* _PROBLEM DETAILS_
Write out, word for word, every line in the data below from the one containing "c.lineJoin = 'round';" to the one containing "M 360,55 L 359,82", both of them included.

* _DATA TO PROCESS_
☆ ☆ ☆
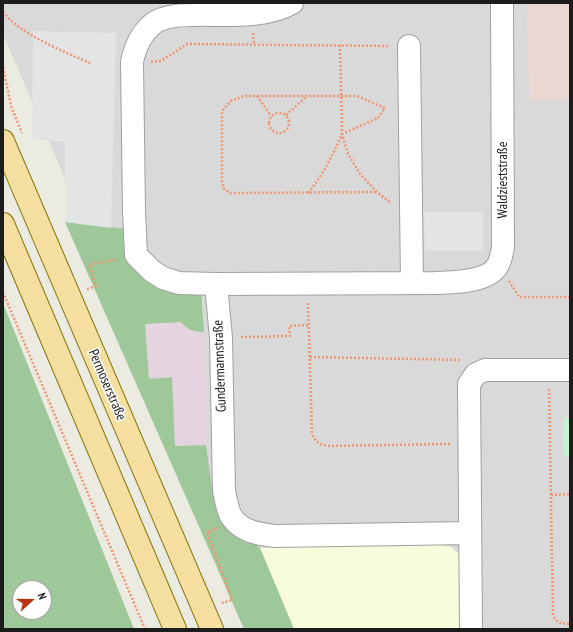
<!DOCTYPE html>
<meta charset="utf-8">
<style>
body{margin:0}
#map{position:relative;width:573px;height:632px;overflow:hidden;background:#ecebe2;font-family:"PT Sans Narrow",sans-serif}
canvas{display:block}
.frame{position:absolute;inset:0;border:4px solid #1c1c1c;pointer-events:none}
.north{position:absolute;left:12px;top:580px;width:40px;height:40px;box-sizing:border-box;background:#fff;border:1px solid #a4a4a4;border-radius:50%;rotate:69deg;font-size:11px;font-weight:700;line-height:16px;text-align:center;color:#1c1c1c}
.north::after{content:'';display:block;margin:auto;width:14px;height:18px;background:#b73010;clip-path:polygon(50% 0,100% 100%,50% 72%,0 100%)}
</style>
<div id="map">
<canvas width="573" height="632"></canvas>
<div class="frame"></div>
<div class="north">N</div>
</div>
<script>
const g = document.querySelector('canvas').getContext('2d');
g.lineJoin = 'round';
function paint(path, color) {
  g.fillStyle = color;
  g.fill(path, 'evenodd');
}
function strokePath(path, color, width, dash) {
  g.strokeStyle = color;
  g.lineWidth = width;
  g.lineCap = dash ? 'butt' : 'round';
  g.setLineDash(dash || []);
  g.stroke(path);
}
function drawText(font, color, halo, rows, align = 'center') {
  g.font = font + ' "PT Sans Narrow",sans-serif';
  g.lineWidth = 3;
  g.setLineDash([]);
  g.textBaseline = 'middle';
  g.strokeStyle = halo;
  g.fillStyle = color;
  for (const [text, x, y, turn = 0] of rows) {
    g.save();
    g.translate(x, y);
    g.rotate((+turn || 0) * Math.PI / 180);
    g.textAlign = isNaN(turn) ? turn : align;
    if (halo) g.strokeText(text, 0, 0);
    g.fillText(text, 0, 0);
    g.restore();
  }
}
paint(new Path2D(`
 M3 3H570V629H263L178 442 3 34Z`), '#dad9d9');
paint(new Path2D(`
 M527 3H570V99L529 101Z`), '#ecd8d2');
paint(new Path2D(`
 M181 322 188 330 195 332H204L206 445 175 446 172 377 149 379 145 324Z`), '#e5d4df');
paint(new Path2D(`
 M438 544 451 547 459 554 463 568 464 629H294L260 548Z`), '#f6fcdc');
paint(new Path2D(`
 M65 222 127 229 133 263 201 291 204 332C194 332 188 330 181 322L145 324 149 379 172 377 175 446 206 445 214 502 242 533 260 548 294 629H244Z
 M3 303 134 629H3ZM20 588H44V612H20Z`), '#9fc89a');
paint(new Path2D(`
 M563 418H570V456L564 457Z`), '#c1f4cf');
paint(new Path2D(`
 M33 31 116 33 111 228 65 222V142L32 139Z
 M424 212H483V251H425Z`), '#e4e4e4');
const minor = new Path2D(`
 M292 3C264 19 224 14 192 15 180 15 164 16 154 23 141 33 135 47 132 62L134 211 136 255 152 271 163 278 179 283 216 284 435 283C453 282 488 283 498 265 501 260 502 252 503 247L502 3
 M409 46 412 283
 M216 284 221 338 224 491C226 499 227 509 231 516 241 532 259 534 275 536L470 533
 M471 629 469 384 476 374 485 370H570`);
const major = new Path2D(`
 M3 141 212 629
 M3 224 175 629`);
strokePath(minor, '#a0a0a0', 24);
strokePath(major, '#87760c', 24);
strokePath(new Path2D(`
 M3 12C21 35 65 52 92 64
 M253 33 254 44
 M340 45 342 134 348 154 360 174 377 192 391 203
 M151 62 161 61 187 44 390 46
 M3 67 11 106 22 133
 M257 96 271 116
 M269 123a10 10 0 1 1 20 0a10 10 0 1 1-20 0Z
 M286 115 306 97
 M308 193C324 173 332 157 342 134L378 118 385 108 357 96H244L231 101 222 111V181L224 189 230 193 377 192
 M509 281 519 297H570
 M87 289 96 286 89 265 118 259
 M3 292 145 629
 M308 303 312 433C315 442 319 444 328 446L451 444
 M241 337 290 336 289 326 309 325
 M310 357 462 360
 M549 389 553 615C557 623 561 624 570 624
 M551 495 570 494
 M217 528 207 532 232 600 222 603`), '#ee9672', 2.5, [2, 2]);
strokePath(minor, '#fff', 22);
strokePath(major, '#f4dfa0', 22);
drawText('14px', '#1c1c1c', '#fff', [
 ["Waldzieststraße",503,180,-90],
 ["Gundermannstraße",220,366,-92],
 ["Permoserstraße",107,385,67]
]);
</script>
☆ ☆ ☆
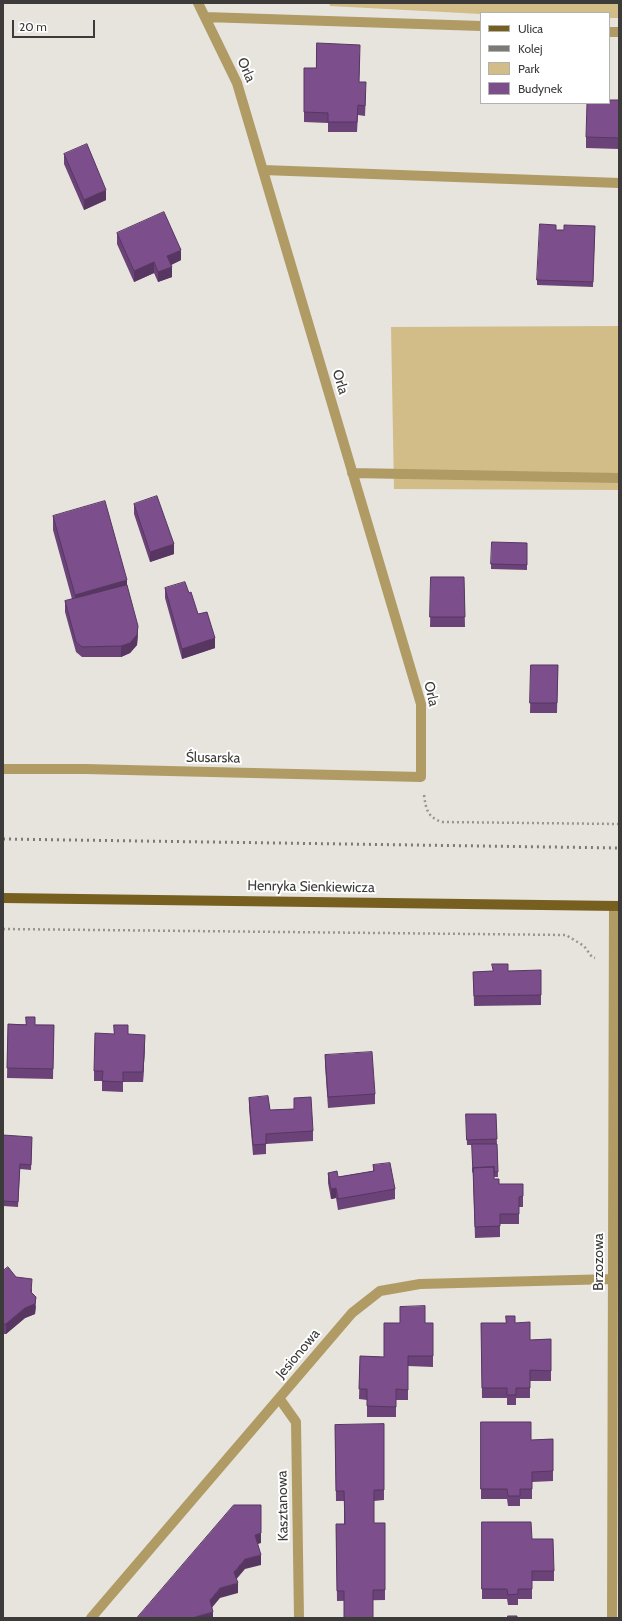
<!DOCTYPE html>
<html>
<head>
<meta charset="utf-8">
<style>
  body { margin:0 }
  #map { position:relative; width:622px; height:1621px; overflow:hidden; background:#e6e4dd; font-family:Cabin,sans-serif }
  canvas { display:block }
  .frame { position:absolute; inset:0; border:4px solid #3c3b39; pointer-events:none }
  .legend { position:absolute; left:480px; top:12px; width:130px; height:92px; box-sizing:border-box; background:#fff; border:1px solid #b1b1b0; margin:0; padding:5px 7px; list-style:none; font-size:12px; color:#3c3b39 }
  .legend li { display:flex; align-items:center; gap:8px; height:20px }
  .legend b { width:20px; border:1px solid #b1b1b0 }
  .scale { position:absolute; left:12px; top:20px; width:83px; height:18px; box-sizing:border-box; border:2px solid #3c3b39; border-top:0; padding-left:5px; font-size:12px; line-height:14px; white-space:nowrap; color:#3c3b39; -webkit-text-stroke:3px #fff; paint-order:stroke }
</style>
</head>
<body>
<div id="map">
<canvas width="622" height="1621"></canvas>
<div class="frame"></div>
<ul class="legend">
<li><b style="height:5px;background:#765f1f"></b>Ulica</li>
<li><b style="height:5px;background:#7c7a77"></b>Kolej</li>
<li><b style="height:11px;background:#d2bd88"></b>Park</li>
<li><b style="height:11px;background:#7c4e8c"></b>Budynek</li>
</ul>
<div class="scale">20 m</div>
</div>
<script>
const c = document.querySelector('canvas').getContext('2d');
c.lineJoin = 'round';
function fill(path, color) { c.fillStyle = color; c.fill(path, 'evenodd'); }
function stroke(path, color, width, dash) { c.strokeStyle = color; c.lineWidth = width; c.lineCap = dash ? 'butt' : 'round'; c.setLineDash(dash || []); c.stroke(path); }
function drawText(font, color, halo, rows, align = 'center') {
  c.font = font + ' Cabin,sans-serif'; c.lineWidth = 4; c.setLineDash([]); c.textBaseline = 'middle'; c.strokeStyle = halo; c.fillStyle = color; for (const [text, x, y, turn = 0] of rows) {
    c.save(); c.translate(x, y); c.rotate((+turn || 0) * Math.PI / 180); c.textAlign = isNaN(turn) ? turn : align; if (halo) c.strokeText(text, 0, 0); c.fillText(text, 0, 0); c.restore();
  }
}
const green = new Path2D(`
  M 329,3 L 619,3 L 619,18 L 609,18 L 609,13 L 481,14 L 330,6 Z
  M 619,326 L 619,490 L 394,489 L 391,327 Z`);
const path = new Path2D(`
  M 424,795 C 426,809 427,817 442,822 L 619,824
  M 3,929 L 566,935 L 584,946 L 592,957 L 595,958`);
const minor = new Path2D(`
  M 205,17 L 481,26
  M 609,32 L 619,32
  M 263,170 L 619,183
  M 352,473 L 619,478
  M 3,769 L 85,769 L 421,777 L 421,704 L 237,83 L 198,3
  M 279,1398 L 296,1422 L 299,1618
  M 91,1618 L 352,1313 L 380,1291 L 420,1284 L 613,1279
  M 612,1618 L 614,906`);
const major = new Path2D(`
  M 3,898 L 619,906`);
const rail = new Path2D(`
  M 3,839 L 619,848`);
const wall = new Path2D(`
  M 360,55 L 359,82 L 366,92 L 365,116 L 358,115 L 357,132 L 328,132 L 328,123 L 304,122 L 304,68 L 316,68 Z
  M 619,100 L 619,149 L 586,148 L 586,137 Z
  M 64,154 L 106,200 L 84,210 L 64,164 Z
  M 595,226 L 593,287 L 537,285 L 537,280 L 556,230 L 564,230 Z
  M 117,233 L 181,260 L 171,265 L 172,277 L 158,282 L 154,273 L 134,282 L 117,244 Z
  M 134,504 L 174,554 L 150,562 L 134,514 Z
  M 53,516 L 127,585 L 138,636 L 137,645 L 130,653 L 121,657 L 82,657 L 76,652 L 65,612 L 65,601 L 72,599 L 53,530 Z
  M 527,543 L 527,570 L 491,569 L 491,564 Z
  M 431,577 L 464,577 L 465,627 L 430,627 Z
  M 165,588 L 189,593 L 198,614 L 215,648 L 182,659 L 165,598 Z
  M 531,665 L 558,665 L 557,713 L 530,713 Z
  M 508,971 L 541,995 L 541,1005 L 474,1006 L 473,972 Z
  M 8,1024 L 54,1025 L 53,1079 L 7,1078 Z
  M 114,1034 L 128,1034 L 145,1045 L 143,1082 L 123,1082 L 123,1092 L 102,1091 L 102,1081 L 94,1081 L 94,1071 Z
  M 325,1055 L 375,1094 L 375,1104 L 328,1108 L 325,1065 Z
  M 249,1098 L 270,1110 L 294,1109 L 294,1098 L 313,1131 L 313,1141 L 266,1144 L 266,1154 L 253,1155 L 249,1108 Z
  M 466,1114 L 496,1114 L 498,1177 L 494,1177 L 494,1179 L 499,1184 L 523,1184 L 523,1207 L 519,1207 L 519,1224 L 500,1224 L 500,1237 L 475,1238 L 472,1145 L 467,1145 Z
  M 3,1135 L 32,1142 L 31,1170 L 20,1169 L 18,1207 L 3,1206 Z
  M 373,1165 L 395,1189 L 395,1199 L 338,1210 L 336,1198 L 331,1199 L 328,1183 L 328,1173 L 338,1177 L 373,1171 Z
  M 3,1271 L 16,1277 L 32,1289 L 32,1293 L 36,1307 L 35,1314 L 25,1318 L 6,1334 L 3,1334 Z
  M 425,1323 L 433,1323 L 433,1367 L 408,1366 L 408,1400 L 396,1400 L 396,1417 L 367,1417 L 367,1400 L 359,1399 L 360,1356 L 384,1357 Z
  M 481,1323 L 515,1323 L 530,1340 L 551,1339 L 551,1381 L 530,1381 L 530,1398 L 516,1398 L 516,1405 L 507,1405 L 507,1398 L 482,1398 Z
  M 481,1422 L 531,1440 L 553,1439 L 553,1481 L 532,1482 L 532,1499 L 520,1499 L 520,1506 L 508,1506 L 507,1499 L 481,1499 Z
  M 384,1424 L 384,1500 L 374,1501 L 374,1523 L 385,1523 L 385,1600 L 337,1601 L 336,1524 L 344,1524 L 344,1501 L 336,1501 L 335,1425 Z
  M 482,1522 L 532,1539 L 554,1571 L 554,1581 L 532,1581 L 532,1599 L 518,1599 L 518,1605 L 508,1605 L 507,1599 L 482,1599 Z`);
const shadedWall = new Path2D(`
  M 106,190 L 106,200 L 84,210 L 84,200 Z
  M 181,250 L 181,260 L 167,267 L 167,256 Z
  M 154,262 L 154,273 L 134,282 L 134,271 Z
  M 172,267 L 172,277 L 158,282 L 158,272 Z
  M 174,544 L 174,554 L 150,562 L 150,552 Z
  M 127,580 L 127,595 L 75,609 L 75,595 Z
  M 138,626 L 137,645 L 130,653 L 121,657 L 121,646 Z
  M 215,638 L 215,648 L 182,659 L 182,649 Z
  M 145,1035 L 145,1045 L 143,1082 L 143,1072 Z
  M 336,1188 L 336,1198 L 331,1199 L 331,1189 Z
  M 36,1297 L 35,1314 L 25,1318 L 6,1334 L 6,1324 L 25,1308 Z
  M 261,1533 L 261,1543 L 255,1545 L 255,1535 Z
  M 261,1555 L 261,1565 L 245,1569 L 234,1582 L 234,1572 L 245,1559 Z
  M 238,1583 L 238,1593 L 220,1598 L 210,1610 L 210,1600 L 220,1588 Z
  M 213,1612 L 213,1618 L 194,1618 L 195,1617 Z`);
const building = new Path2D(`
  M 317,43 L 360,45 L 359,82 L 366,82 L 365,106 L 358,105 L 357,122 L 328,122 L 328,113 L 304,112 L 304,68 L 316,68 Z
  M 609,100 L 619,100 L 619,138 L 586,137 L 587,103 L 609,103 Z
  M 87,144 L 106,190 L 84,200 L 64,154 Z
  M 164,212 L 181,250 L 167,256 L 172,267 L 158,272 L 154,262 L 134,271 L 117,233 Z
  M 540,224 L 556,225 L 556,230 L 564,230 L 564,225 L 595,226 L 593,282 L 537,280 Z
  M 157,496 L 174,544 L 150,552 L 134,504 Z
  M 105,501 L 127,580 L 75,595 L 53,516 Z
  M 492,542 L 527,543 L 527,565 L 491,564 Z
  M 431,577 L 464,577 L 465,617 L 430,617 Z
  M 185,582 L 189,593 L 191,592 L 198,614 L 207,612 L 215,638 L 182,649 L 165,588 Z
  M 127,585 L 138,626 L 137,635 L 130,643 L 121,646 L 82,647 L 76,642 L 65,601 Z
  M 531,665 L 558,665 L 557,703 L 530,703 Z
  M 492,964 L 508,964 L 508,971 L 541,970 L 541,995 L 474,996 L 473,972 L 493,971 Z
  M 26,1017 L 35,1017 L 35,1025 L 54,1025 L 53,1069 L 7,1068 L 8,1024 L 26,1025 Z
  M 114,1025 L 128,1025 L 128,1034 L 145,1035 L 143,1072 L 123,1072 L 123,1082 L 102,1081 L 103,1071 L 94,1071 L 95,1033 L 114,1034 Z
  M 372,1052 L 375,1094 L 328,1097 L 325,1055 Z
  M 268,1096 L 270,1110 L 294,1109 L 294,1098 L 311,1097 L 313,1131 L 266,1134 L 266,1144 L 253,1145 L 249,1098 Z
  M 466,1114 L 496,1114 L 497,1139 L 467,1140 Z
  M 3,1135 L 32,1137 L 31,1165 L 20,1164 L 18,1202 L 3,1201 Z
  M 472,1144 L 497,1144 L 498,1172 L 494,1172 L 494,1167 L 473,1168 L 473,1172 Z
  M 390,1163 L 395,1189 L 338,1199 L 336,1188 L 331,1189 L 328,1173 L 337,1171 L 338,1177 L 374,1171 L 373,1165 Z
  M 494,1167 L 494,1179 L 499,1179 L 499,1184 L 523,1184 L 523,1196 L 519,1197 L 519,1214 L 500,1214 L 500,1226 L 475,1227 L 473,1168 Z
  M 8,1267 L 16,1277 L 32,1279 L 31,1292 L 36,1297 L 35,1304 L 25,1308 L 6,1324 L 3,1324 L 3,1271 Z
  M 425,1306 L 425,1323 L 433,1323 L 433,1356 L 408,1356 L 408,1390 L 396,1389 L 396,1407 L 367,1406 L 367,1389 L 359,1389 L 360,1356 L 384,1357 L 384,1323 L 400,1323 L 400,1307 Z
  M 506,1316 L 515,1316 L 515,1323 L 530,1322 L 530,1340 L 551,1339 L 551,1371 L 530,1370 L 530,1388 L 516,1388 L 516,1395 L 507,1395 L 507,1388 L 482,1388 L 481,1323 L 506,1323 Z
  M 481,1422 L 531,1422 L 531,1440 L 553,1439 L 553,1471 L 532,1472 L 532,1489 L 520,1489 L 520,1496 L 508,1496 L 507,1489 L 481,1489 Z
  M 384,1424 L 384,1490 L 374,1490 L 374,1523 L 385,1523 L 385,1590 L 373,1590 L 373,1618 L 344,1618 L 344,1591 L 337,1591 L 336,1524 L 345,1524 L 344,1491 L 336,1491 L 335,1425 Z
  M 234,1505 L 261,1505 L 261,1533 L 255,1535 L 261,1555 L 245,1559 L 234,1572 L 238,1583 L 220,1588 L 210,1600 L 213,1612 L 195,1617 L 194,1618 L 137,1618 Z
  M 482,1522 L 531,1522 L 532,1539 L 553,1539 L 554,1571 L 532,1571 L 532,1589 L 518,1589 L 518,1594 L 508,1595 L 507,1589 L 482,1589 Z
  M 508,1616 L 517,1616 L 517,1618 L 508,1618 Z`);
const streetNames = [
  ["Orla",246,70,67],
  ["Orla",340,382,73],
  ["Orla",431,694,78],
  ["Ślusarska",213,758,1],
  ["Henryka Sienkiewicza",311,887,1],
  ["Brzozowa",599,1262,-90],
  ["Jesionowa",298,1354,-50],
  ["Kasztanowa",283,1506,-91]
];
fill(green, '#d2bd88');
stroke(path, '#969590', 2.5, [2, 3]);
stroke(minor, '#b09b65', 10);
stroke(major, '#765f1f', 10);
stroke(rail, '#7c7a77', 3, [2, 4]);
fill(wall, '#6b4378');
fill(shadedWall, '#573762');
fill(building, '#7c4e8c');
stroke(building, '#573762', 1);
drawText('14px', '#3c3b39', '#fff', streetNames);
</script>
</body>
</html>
☆ ☆ ☆
* _ANSWER_
c.lineJoin = 'round';
function fill(path, color) { c.fillStyle = color; c.fill(path, 'evenodd'); }
function stroke(path, color, width, dash) { c.strokeStyle = color; c.lineWidth = width; c.lineCap = dash ? 'butt' : 'round'; c.setLineDash(dash || []); c.stroke(path); }
function drawText(font, color, halo, rows, align = 'center') {
  c.font = font + ' Cabin,sans-serif'; c.lineWidth = 4; c.setLineDash([]); c.textBaseline = 'middle'; c.strokeStyle = halo; c.fillStyle = color; for (const [text, x, y, turn = 0] of rows) {
    c.save(); c.translate(x, y); c.rotate((+turn || 0) * Math.PI / 180); c.textAlign = isNaN(turn) ? turn : align; if (halo) c.strokeText(text, 0, 0); c.fillText(text, 0, 0); c.restore();
  }
}
const green = new Path2D(`
  M 329,3 L 619,3 L 619,18 L 609,18 L 609,13 L 481,14 L 330,6 Z
  M 619,326 L 619,490 L 394,489 L 391,327 Z`);
const path = new Path2D(`
  M 424,795 C 426,809 427,817 442,822 L 619,824
  M 3,929 L 566,935 L 584,946 L 592,957 L 595,958`);
const minor = new Path2D(`
  M 205,17 L 481,26
  M 609,32 L 619,32
  M 263,170 L 619,183
  M 352,473 L 619,478
  M 3,769 L 85,769 L 421,777 L 421,704 L 237,83 L 198,3
  M 279,1398 L 296,1422 L 299,1618
  M 91,1618 L 352,1313 L 380,1291 L 420,1284 L 613,1279
  M 612,1618 L 614,906`);
const major = new Path2D(`
  M 3,898 L 619,906`);
const rail = new Path2D(`
  M 3,839 L 619,848`);
const wall = new Path2D(`
  M 360,55 L 359,82 L 366,92 L 365,116 L 358,115 L 357,132 L 328,132 L 328,123 L 304,122 L 304,68 L 316,68 Z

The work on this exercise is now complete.